Spring Air Company
- Industry: Mattress manufacturing
- Founded: 1926
- Founder: Francis Karr
- Headquarters: Elk Grove Village, Illinois, U.S.
- Products: Mattresses
- Parent: Spring Air International
- Website: www.springair.com

= Spring Air Company =

American mattress company

Spring Air Company is a mattress company based in the United States. It was founded in Chicago in 1926 when Francis Karr patented a mattress design with free-end coils. Because of the heavy weight, high transportation costs, and low value per unit weight of mattresses, they are often manufactured locally. The company is thus a licensing organization, with local licensees manufacturing the mattresses under a common name for national marketing. Like a cooperative, the licensees own the Spring Air name. Spring Air has factories across the world.

As of 2006, it is the fourth largest US brand of mattresses (behind Sealy, Serta, and Simmons). It is based in Elk Grove Village, Illinois.

== Merger with Consolidated Bedding ==
In 2007 The Spring Air Company merged with Consolidated Bedding, Inc. of Tampa, FL, Spring Air's largest licensee and simultaneously acquired six other Spring Air licensees operating eight mattress manufacturing facilities in the United States.

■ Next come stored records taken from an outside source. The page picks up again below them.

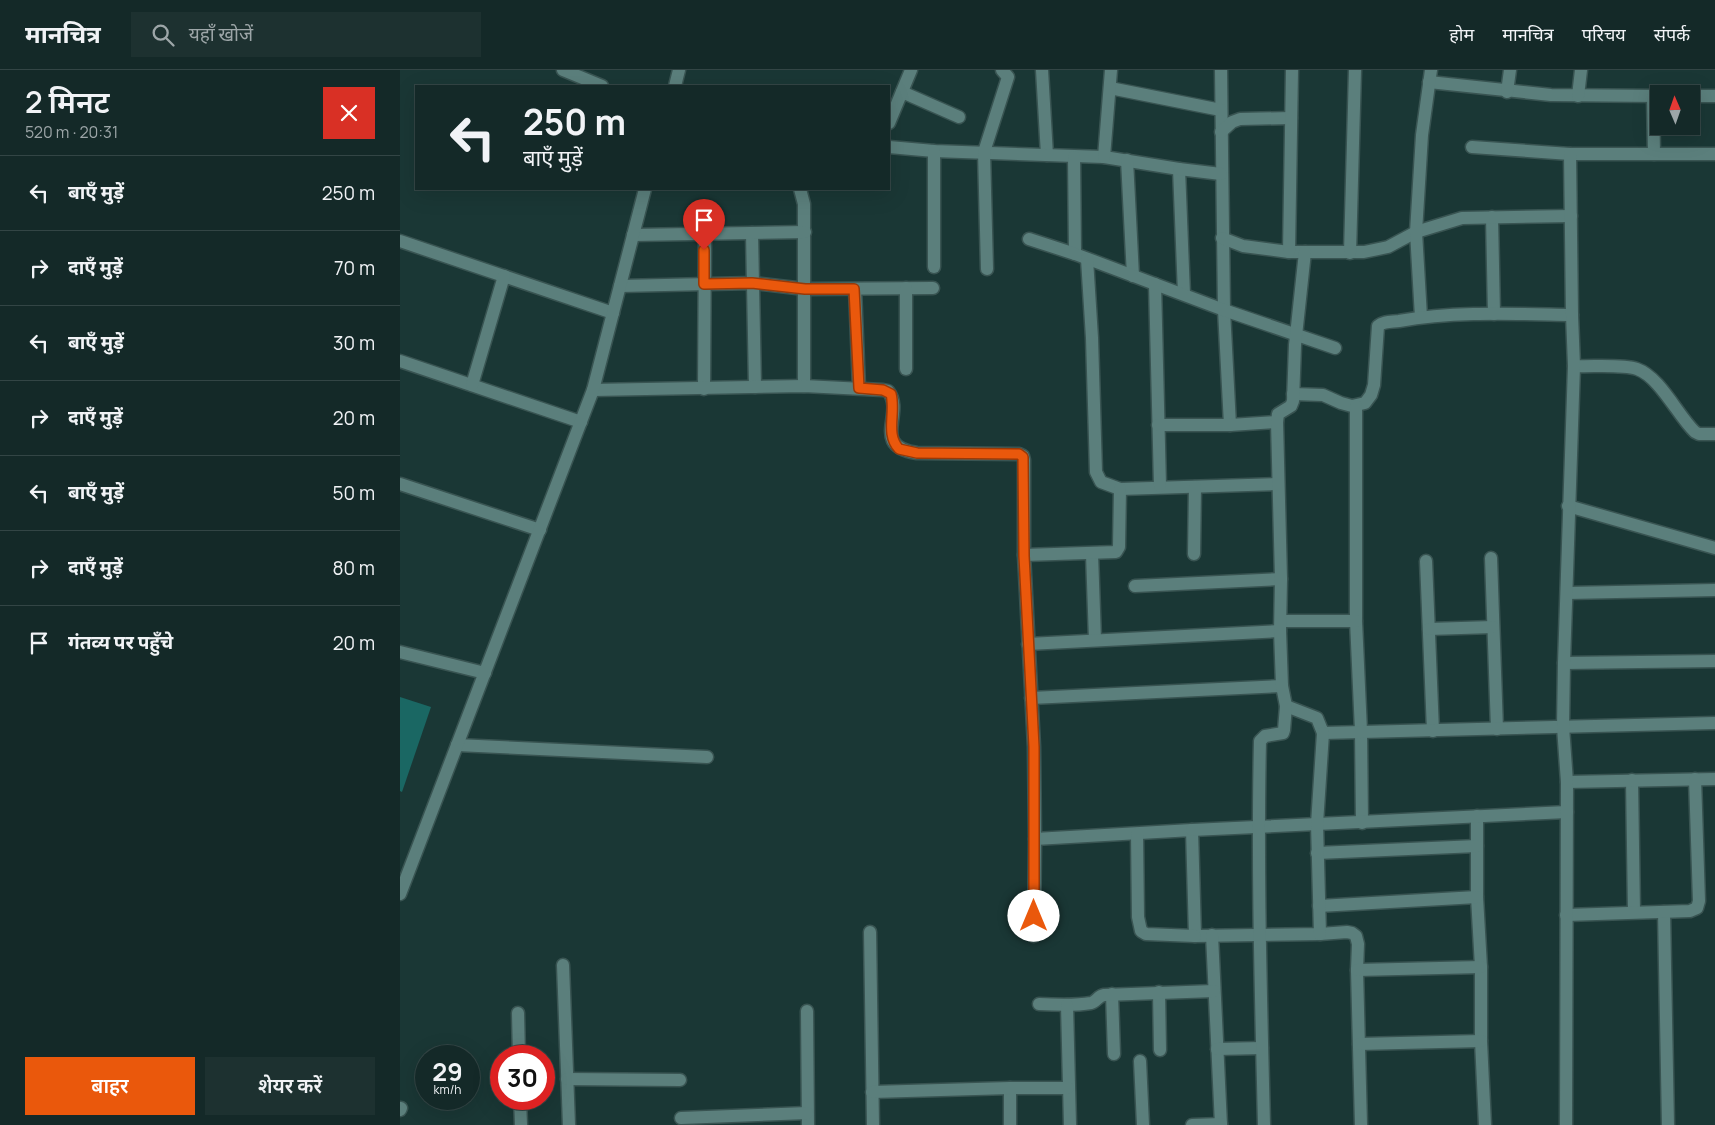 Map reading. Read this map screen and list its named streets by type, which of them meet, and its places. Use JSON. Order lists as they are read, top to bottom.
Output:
{
  "north": "top",
  "page": {
    "header": "मानचित्र",
    "search": "यहाँ खोजें",
    "nav": [
      "होम",
      "मानचित्र",
      "परिचय",
      "संपर्क"
    ],
    "heading": ["2 मिनट", "520 m · 20:31"],
    "turn": ["250 m", "बाएँ मुड़ें"],
    "list": [
      {
        "name": "बाएँ मुड़ें",
        "value": "250 m"
      },
      {
        "name": "दाएँ मुड़ें",
        "value": "70 m"
      },
      {
        "name": "बाएँ मुड़ें",
        "value": "30 m"
      },
      {
        "name": "दाएँ मुड़ें",
        "value": "20 m"
      },
      {
        "name": "बाएँ मुड़ें",
        "value": "50 m"
      },
      {
        "name": "दाएँ मुड़ें",
        "value": "80 m"
      },
      {
        "name": "गंतव्य पर पहुँचे",
        "value": "20 m"
      }
    ],
    "speed": "29 km/h",
    "limit": "30",
    "buttons": ["बाहर", "शेयर करें"]
  }
} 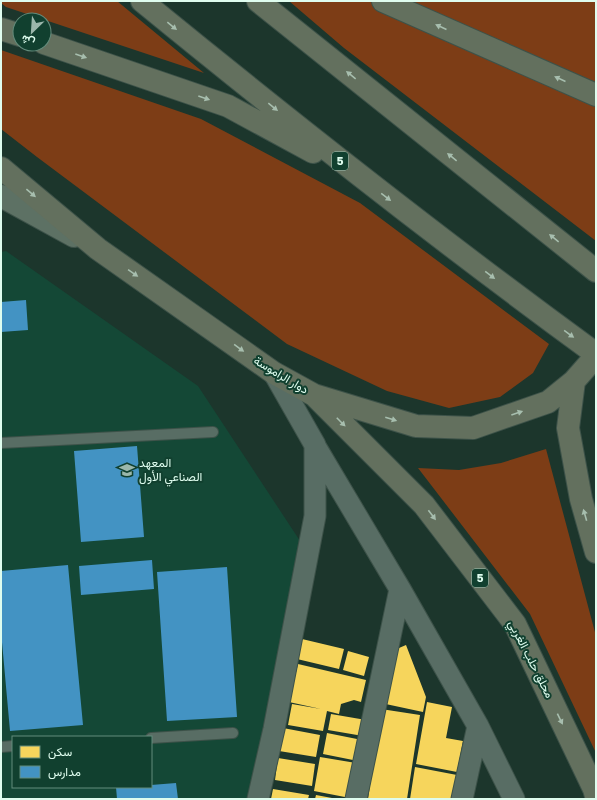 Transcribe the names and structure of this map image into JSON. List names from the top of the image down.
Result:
{
  "streets": {
    "highway": ["5", "دوار الراموسة", "محلق حلب الغربي"]
  },
  "crossings": [
    ["5", "دوار الراموسة"],
    ["دوار الراموسة", "محلق حلب الغربي"]
  ],
  "one_way": ["محلق حلب الغربي"],
  "places": {
    "school or university": ["المعهد الصناعي الأول"]
  },
  "legend": ["سكن", "مدارس"],
  "north": "bottom left"
} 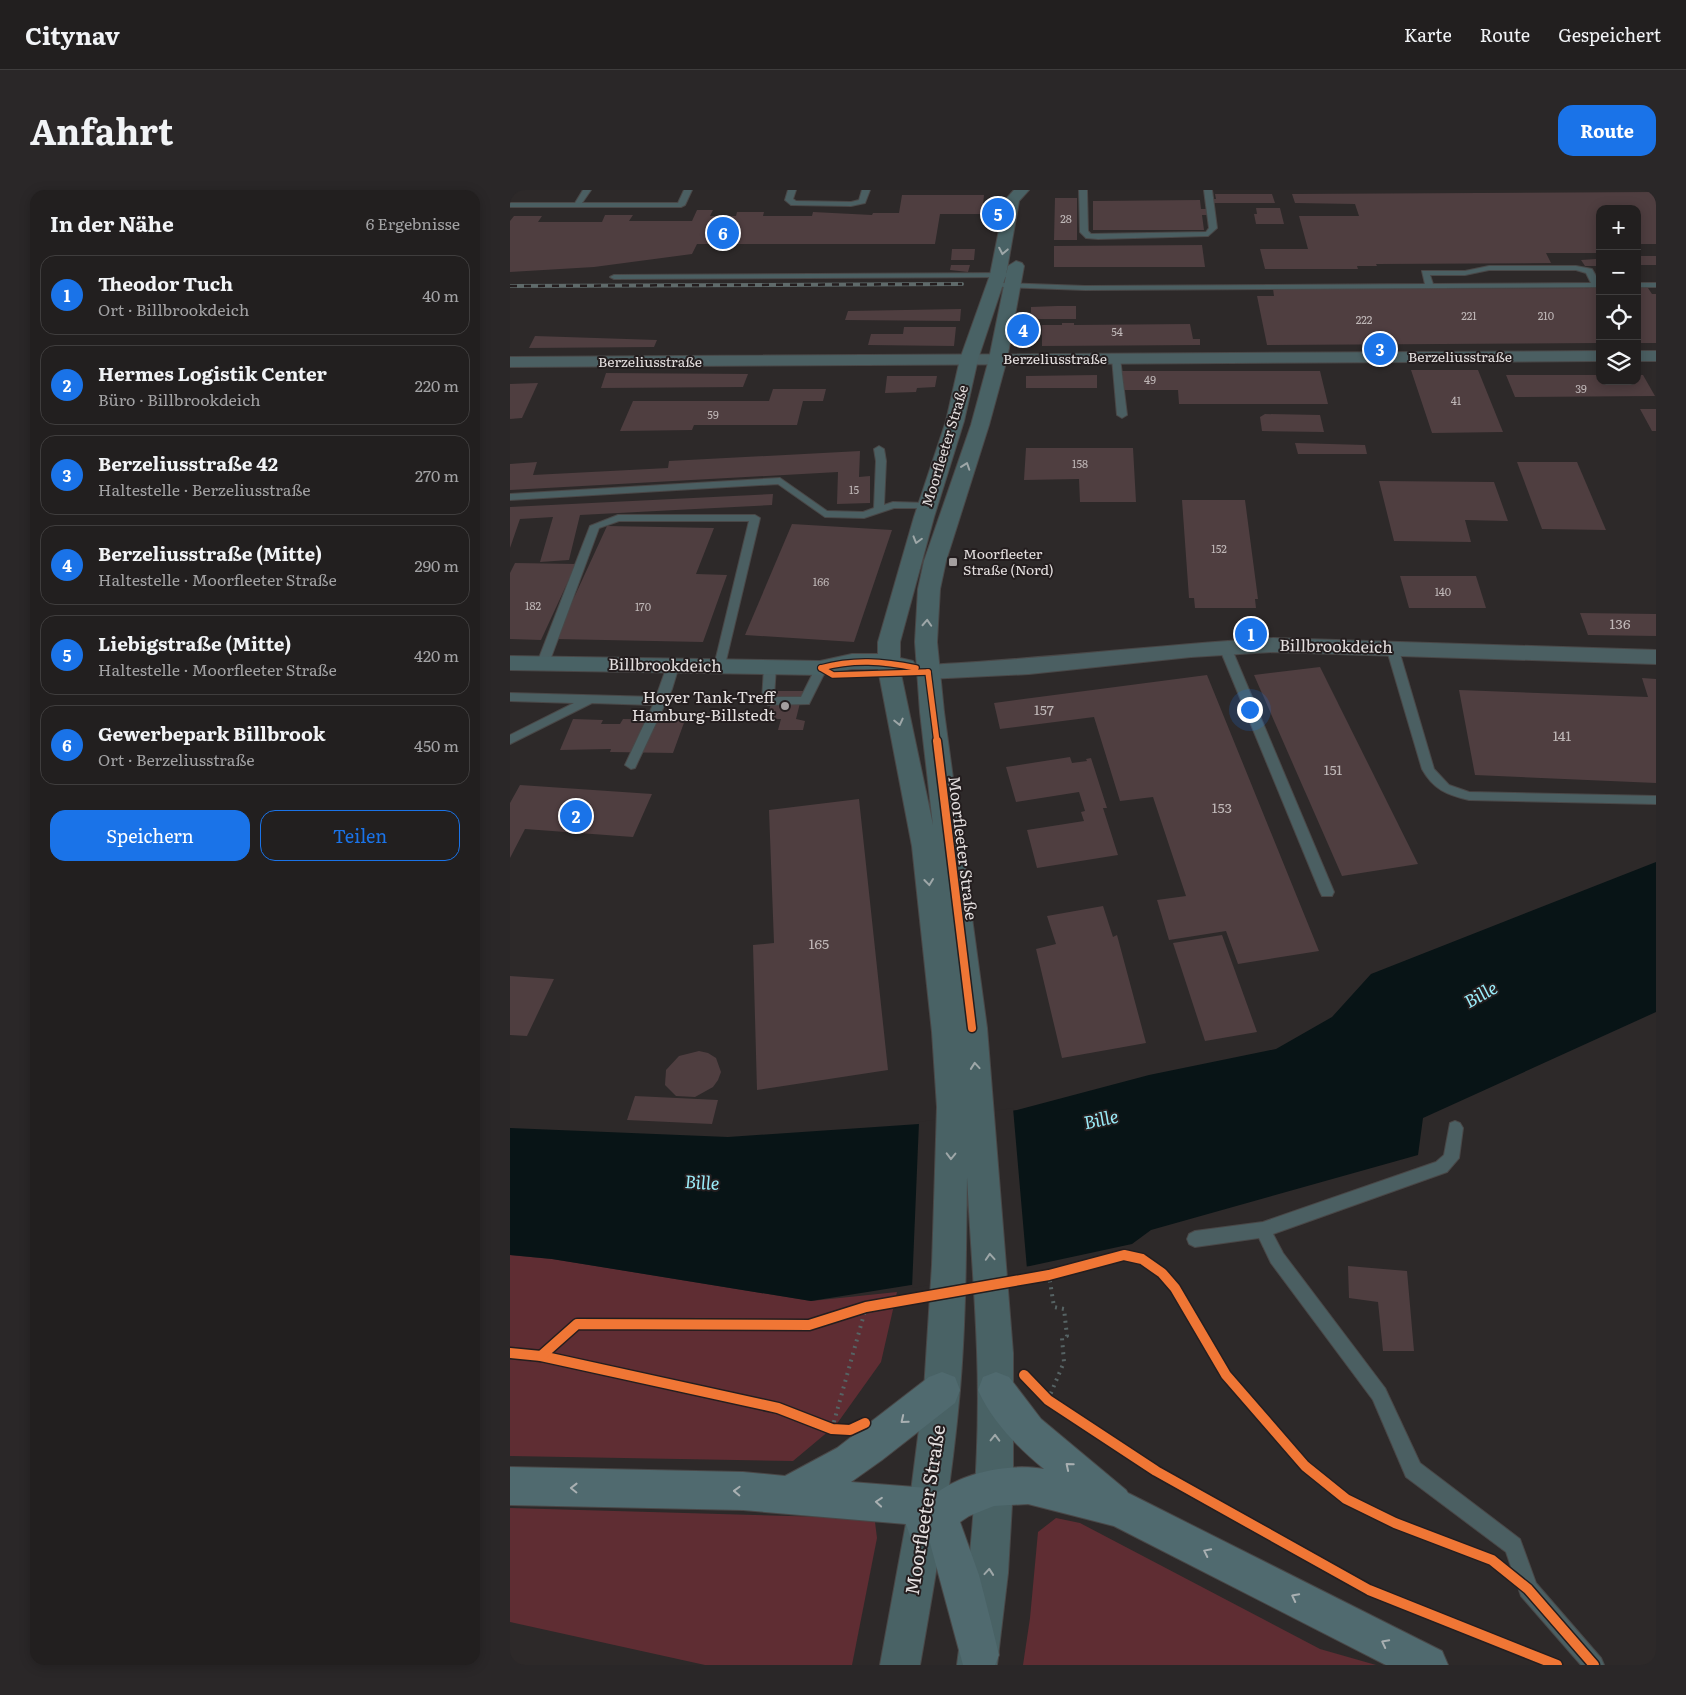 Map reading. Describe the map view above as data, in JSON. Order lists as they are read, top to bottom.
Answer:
{
  "streets": {
    "main road": ["Moorfleeter Straße", "Billbrookdeich"],
    "street": ["Berzeliusstraße"]
  },
  "crossings": [
    ["Berzeliusstraße", "Moorfleeter Straße"],
    ["Moorfleeter Straße", "Billbrookdeich"]
  ],
  "water": ["Bille"],
  "places": {
    "transit": ["Moorfleeter Straße (Nord)"],
    "other": ["Hoyer Tank-Treff Hamburg-Billstedt"]
  },
  "house_numbers": [
    "28",
    "221",
    "210",
    "222",
    "54",
    "49",
    "39",
    "41",
    "59",
    "158",
    "15",
    "152",
    "166",
    "140",
    "182",
    "170",
    "136",
    "157",
    "141",
    "151",
    "153",
    "165"
  ],
  "page": {
    "header": "Citynav",
    "nav": ["Karte", "Route", "Gespeichert"],
    "title": "Anfahrt",
    "buttons": [
      "Route",
      ["Speichern", "Teilen"]
    ],
    "heading": ["In der Nähe", "6 Ergebnisse"],
    "pins": [
      "5",
      "6",
      "4",
      "3",
      "1",
      "2"
    ],
    "map_buttons": ["+", "−"],
    "list": [
      {
        "mark": "1",
        "name": "Theodor Tuch",
        "note": "Ort · Billbrookdeich",
        "value": "40 m"
      },
      {
        "mark": "2",
        "name": "Hermes Logistik Center",
        "note": "Büro · Billbrookdeich",
        "value": "220 m"
      },
      {
        "mark": "3",
        "name": "Berzeliusstraße 42",
        "note": "Haltestelle · Berzeliusstraße",
        "value": "270 m"
      },
      {
        "mark": "4",
        "name": "Berzeliusstraße (Mitte)",
        "note": "Haltestelle · Moorfleeter Straße",
        "value": "290 m"
      },
      {
        "mark": "5",
        "name": "Liebigstraße (Mitte)",
        "note": "Haltestelle · Moorfleeter Straße",
        "value": "420 m"
      },
      {
        "mark": "6",
        "name": "Gewerbepark Billbrook",
        "note": "Ort · Berzeliusstraße",
        "value": "450 m"
      }
    ]
  }
}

The unified Company will employ 1,150 employees in 14 locations, including its headquarters facility that will remain in the Chicago area. The merger will solidify Spring Air's position as the leading value "S" brand on every retail floor. The acquired manufacturing facilities are in: Atlanta, GA; Birmingham, AL; Chelsea, MA (Boston); Denver, CO; Phoenix, AZ; St. Louis, MO; Salt Lake City, UT; and Lacey, WA (Seattle). They will join Consolidated Bedding's existing facilities in: Columbus, OH; Carrollton, TX (Dallas); City of Industry, CA (Los Angeles); New Brunswick, NJ; and Tampa, FL.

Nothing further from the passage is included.